WORK TASK:
Write out, exactly and in full, the records given below, but not their pictures.
:: DATA FOR REVIEW
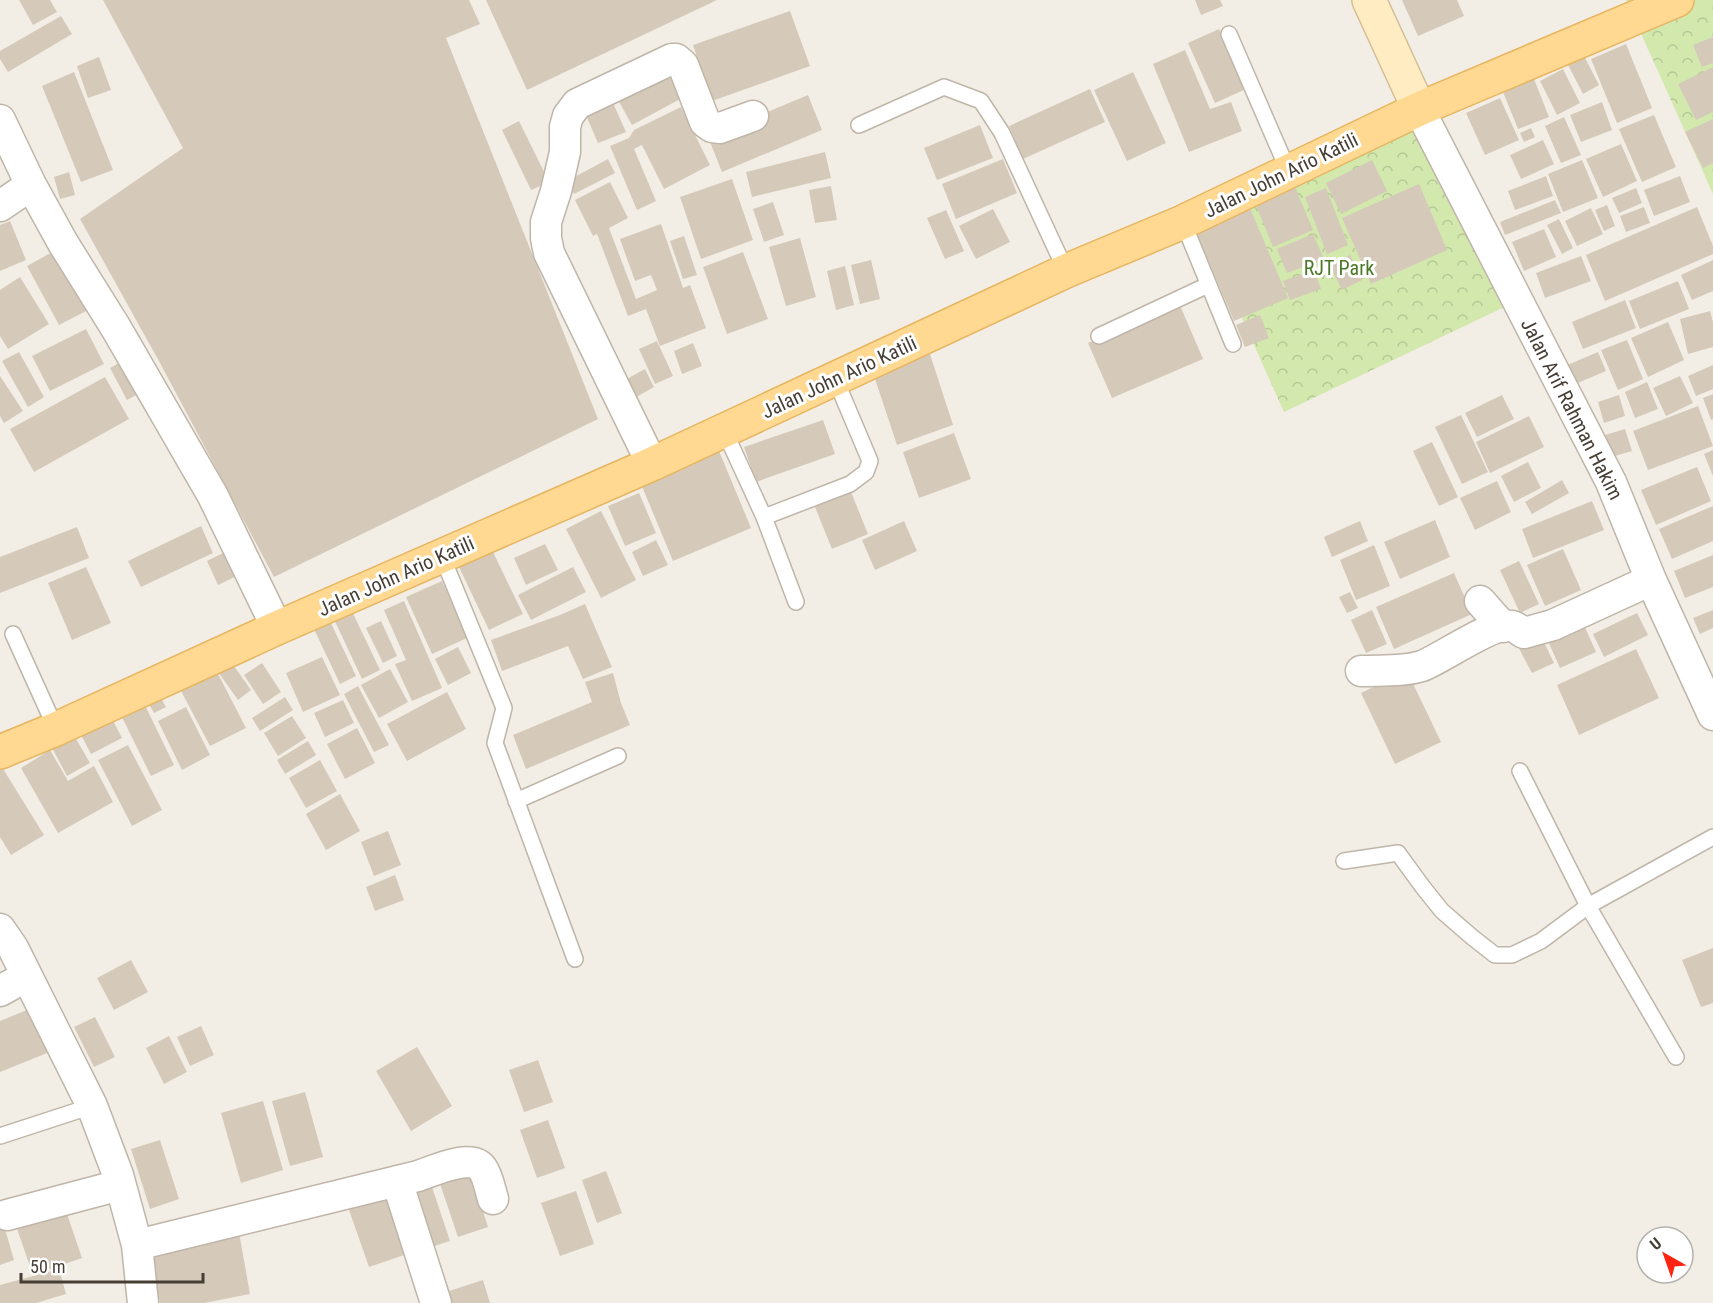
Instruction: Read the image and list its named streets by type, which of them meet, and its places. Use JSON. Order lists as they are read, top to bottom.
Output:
{
  "streets": {
    "main road": ["Jalan John Ario Katili"],
    "street": ["Jalan Arif Rahman Hakim"]
  },
  "crossings": [
    ["Jalan John Ario Katili", "Jalan Arif Rahman Hakim"]
  ],
  "parks": ["RJT Park"],
  "scale_bar": "50 m",
  "north": "top left"
}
::::
SOLUTION TO THIS EXERCISE:
Instruction: Read the image and list its named streets by type, which of them meet, and its places. Use JSON. Order lists as they are read, top to bottom.
Output:
{
  "streets": {
    "main road": ["Jalan John Ario Katili"],
    "street": ["Jalan Arif Rahman Hakim"]
  },
  "crossings": [
    ["Jalan John Ario Katili", "Jalan Arif Rahman Hakim"]
  ],
  "parks": ["RJT Park"],
  "scale_bar": "50 m",
  "north": "top left"
}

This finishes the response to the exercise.